● **What you should do**: Out of the entries that follow, copy each line containing "roads".

Data for review START

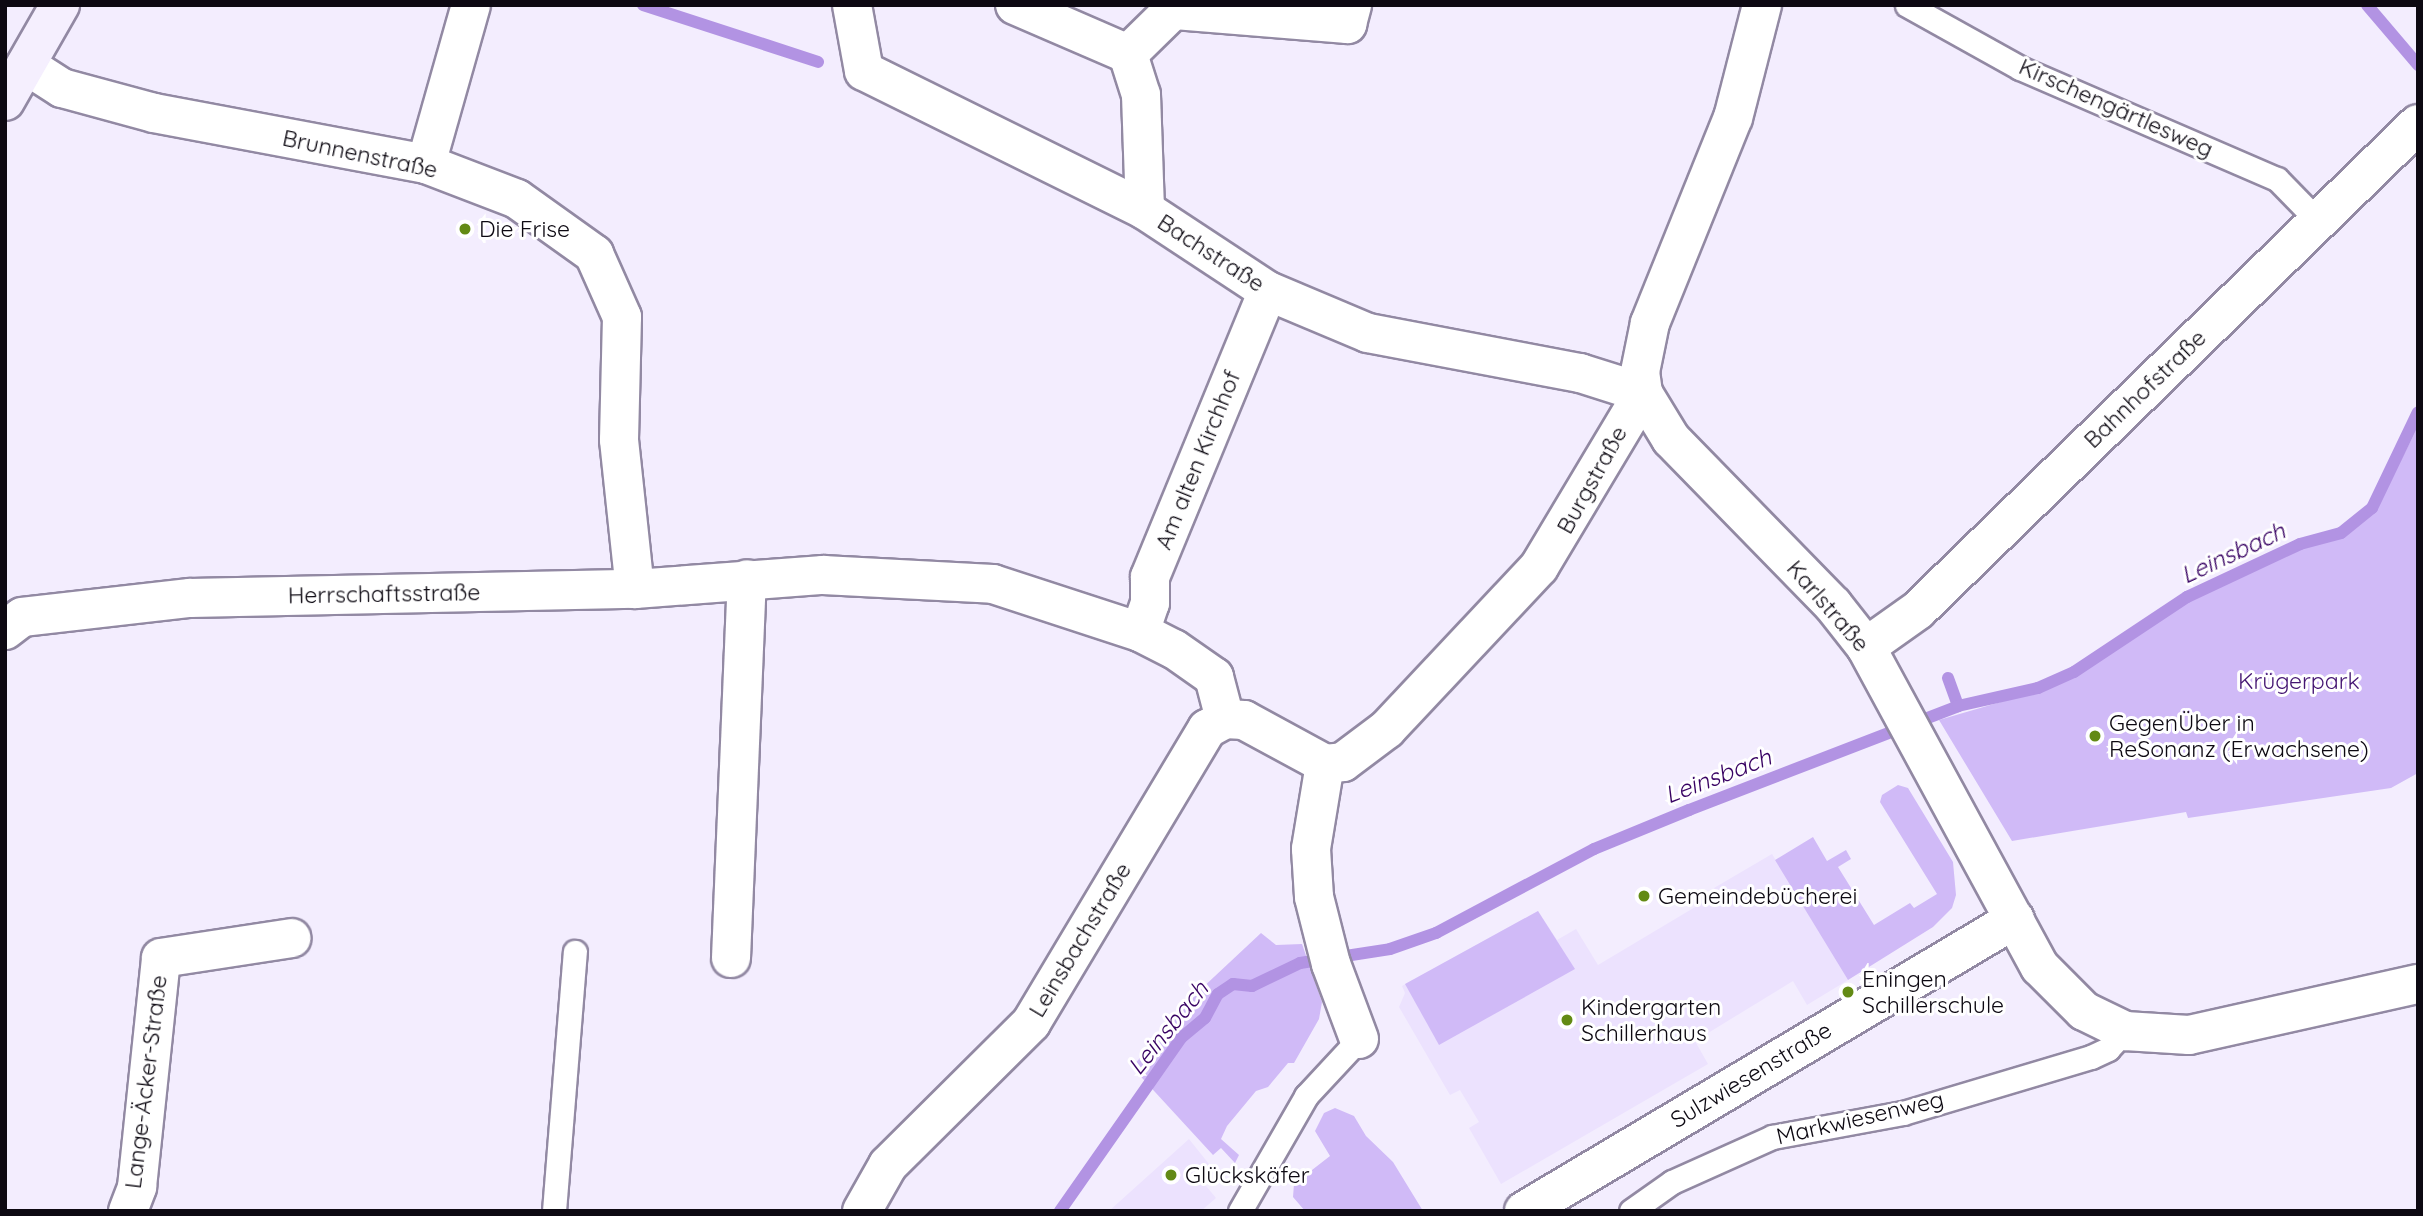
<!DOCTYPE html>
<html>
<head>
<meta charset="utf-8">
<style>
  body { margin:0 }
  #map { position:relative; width:2423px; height:1216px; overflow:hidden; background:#f3edfe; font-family:Quicksand,sans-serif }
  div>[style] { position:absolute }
  .built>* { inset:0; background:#ece2fe }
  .green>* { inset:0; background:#d0baf7 }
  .stream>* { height:12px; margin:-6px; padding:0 6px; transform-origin:6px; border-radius:6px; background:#b293e3 }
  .roads { filter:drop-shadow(2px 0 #9289a3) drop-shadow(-2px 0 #9289a3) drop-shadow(0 2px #9289a3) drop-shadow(0 -2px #9289a3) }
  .service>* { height:23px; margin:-11.5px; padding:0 11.5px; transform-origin:11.5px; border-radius:11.5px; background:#fff }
  .minor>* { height:38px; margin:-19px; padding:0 19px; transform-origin:19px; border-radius:19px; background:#fff }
  .secondary>* { height:38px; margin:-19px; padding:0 19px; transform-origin:19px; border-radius:19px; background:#f5effe }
  .dots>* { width:19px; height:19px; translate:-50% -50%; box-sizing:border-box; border:4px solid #fff; border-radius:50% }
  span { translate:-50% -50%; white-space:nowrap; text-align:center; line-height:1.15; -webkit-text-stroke:6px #fff; paint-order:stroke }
  .street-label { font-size:23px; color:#0d0912 }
  .poi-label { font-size:23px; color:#0d0912 }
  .left { translate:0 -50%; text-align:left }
  .park-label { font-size:23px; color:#441572 }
  .water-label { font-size:24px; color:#380263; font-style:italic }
  .frame { position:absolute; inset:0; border:7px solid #0d0912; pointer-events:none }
</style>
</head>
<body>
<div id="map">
  <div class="built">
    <div style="clip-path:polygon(1772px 854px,1848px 980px,1807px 1005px,1793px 981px,1695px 1041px,1708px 1064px,1501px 1184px,1469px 1128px,1479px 1122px,1460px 1090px,1450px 1095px,1399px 1007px,1405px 993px,1402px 986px,1538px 911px,1557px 940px,1576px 929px,1598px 965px,1717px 894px,1714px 888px)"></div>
    <div style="clip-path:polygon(1189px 1139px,1209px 1164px,1197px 1175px,1216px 1198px,1201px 1211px,1109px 1211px)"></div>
  </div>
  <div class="green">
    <div style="clip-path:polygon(2418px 426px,2418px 773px,2391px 788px,2188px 818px,2186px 812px,2012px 841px,1939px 720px,2038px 691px,2076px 674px,2189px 599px,2301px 547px,2341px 537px,2376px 510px)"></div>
    <div style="clip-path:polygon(1898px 785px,1908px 788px,1953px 862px,1956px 895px,1952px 908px,1933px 927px,1848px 980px,1775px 860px,1813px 837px,1827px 861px,1846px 850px,1851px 859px,1838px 867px,1874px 925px,1910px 903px,1914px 908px,1937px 894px,1880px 802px,1882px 795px)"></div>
    <div style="clip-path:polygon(1538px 911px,1575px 969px,1439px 1045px,1405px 984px)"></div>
    <div style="clip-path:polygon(1261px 933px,1276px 945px,1302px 944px,1322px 1002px,1319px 1019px,1294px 1063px,1288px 1063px,1268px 1087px,1256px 1091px,1227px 1126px,1221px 1139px,1239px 1155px,1235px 1163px,1221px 1148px,1213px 1155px,1132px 1067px,1199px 991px)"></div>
    <div style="clip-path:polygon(1335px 1108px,1354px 1116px,1366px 1136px,1393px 1162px,1423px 1211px,1305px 1211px,1293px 1197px,1294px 1184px,1330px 1156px,1315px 1131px,1324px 1113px)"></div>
  </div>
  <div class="stream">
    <div style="left:643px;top:5px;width:184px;rotate:18deg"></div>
    <div style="left:2367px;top:5px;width:79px;rotate:49.6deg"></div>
    <div style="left:1948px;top:678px;width:30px;rotate:70deg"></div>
    <div style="left:1060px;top:1211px;width:211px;rotate:-55deg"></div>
    <div style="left:1181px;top:1038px;width:31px;rotate:-40deg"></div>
    <div style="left:1205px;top:1018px;width:27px;rotate:-62deg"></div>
    <div style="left:1218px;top:994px;width:18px;rotate:-34deg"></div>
    <div style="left:1233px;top:984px;width:19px;rotate:6deg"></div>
    <div style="left:1252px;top:986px;width:53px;rotate:-25.6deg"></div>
    <div style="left:1300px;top:963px;width:91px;rotate:-8.8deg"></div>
    <div style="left:1390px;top:949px;width:49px;rotate:-19.2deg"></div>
    <div style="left:1436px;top:933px;width:179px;rotate:-28deg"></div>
    <div style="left:1594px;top:849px;width:103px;rotate:-22.3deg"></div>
    <div style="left:1689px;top:810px;width:288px;rotate:-21.1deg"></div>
    <div style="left:1958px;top:706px;width:82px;rotate:-12.7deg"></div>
    <div style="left:2038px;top:688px;width:39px;rotate:-24deg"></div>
    <div style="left:2074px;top:672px;width:136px;rotate:-33.6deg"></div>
    <div style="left:2187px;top:597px;width:125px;rotate:-25.1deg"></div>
    <div style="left:2300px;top:544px;width:42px;rotate:-15deg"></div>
    <div style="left:2341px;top:533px;width:40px;rotate:-39deg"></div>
    <div style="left:2372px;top:508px;width:106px;rotate:-64.4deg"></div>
  </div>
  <div class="roads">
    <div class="service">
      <div style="left:1907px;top:5px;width:129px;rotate:29.1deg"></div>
      <div style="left:2020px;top:68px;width:280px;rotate:23.4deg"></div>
      <div style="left:2277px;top:179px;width:57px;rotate:45.7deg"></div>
      <div style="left:554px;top:1211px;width:260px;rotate:-85.4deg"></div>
      <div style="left:1240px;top:1211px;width:133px;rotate:-60.1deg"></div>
      <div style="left:1306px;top:1096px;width:78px;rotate:-47.1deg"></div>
      <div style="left:1631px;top:1211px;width:50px;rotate:-35.3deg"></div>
      <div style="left:1672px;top:1182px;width:110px;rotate:-24.2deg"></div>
      <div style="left:1772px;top:1137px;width:133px;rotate:-10.4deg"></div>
      <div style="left:1903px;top:1113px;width:196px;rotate:-16.6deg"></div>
      <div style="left:2091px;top:1057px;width:19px;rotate:-25deg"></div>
      <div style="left:2108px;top:1049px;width:25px;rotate:-47deg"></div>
    </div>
    <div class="minor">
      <div style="left:852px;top:5px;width:67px;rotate:79.7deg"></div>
      <div style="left:864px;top:71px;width:313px;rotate:26.3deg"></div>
      <div style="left:1145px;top:210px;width:147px;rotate:33.4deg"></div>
      <div style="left:1268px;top:291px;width:108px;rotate:22.8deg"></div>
      <div style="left:1368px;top:333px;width:216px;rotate:10.7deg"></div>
      <div style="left:1580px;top:373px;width:66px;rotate:17.6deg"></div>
      <div style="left:1015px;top:5px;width:123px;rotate:23.4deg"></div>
      <div style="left:1128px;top:54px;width:43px;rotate:72.4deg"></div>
      <div style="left:1141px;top:95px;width:115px;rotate:88deg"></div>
      <div style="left:1175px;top:10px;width:173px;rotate:4.7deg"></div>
      <div style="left:1347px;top:24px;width:20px;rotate:-75deg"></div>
      <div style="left:1128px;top:54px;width:70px;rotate:-44.4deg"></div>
      <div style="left:26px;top:65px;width:43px;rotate:32.6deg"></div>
      <div style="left:62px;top:88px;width:95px;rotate:15.2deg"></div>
      <div style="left:154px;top:113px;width:277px;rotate:10.6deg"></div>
      <div style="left:426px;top:164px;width:97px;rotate:21deg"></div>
      <div style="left:517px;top:199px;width:95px;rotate:35.5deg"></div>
      <div style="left:594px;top:254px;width:69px;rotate:66deg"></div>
      <div style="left:622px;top:317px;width:123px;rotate:91.4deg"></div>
      <div style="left:619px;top:440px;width:150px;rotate:83.9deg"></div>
      <div style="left:426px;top:164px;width:165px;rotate:-74.2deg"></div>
      <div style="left:1643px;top:393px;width:54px;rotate:58.7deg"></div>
      <div style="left:1671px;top:439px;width:232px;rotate:45.7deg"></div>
      <div style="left:1833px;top:605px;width:53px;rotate:51.8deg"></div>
      <div style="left:1866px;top:647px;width:364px;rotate:61.5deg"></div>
      <div style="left:2040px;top:967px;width:62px;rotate:45deg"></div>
      <div style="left:2084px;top:1011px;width:46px;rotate:26deg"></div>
      <div style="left:2125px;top:1031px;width:64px;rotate:3.6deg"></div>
      <div style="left:2189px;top:1035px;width:235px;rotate:-12.6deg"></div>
      <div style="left:5px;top:630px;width:21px;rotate:-37deg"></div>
      <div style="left:22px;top:617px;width:169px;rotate:-6.5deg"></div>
      <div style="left:190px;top:598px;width:445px;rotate:-1.2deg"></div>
      <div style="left:635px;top:589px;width:189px;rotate:-4.3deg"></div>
      <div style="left:823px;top:575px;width:170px;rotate:3deg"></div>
      <div style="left:993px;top:584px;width:155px;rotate:18.1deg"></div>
      <div style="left:1140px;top:632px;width:38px;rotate:27deg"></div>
      <div style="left:1174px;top:649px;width:49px;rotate:35deg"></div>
      <div style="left:1214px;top:677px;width:43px;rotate:75.3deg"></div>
      <div style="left:1140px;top:632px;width:31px;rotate:-71deg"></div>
      <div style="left:1150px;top:603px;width:26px;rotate:-90deg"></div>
      <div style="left:1150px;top:577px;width:309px;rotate:-67.6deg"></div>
      <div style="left:1866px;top:647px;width:64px;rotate:-35.4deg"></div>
      <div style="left:1918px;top:610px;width:697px;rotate:-44.19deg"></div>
      <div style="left:1225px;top:719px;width:19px;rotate:3deg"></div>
      <div style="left:1244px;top:720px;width:92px;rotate:28.5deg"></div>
      <div style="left:1325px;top:764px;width:18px;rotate:-6deg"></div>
      <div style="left:1343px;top:762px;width:55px;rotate:-36.9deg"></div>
      <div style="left:1387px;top:729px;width:222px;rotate:-46.8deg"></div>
      <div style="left:1539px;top:567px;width:203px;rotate:-59.1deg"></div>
      <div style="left:1643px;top:393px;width:21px;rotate:-98deg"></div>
      <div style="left:1640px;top:372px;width:50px;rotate:-78.5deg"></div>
      <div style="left:1650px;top:323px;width:221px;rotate:-68deg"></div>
      <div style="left:1733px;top:118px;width:117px;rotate:-75.6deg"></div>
      <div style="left:1325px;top:764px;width:86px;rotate:99.4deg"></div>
      <div style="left:1311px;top:849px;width:48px;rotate:86.4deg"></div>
      <div style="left:1314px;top:897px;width:69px;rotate:75.8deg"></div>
      <div style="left:1331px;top:964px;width:80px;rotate:69.5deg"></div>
      <div style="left:731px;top:958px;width:379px;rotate:-87.6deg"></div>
      <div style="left:128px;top:1211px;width:26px;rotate:-69deg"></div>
      <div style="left:137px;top:1187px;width:230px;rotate:-84deg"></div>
      <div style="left:161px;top:958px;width:132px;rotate:-8.7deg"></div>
      <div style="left:862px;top:1211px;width:53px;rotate:-60.5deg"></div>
      <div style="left:888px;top:1165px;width:202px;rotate:-44.8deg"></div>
      <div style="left:1031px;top:1023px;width:343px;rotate:-59.1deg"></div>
      <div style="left:1207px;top:729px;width:21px;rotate:-29deg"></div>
      <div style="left:1524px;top:1211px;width:571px;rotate:-30.74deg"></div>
    </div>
    <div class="secondary">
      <div style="left:5px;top:101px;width:111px;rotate:-60.2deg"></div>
    </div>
  </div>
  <div class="dots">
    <div style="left:465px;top:229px;background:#638a14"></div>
    <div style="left:2095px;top:736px;background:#638a14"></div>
    <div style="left:1644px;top:896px;background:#638a14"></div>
    <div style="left:1848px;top:992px;background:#638a14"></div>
    <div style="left:1567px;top:1020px;background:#638a14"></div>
    <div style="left:1171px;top:1175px;background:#638a14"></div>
  </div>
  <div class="street-label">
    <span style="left:2116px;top:108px;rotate:24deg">Kirschengärtlesweg</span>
    <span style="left:360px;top:154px;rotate:12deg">Brunnenstraße</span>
    <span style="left:1211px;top:253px;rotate:33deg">Bachstraße</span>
    <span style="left:2145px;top:389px;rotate:-44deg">Bahnhofstraße</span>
    <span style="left:1198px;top:460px;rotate:-68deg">Am alten Kirchhof</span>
    <span style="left:1592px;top:480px;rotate:-61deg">Burgstraße</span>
    <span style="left:384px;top:594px;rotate:-1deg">Herrschaftsstraße</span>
    <span style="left:1828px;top:606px;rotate:49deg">Karlstraße</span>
    <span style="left:1080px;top:940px;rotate:-59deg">Leinsbachstraße</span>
    <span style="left:1751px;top:1075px;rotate:-31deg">Sulzwiesenstraße</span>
    <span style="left:146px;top:1082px;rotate:-83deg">Lange-Äcker-Straße</span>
    <span style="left:1860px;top:1118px;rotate:-13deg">Markwiesenweg</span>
  </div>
  <div class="poi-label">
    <span class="left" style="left:479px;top:229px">Die Frise</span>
    <span class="left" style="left:2109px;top:736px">GegenÜber in<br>ReSonanz (Erwachsene)</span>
    <span class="left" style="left:1658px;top:896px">Gemeindebücherei</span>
    <span class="left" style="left:1862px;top:992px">Eningen<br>Schillerschule</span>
    <span class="left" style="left:1581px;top:1020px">Kindergarten<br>Schillerhaus</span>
    <span class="left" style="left:1185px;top:1175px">Glückskäfer</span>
  </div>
  <div class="park-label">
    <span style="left:2299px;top:681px">Krügerpark</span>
  </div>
  <div class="water-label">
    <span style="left:2233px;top:553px;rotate:-25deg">Leinsbach</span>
    <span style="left:1718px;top:776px;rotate:-21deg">Leinsbach</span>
    <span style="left:1168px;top:1028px;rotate:-51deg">Leinsbach</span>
  </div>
  <div class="frame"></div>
</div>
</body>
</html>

Data for review END

● **Answer space**:
  .roads { filter:drop-shadow(2px 0 #9289a3) drop-shadow(-2px 0 #9289a3) drop-shadow(0 2px #9289a3) drop-shadow(0 -2px #9289a3) }
  <div class="roads">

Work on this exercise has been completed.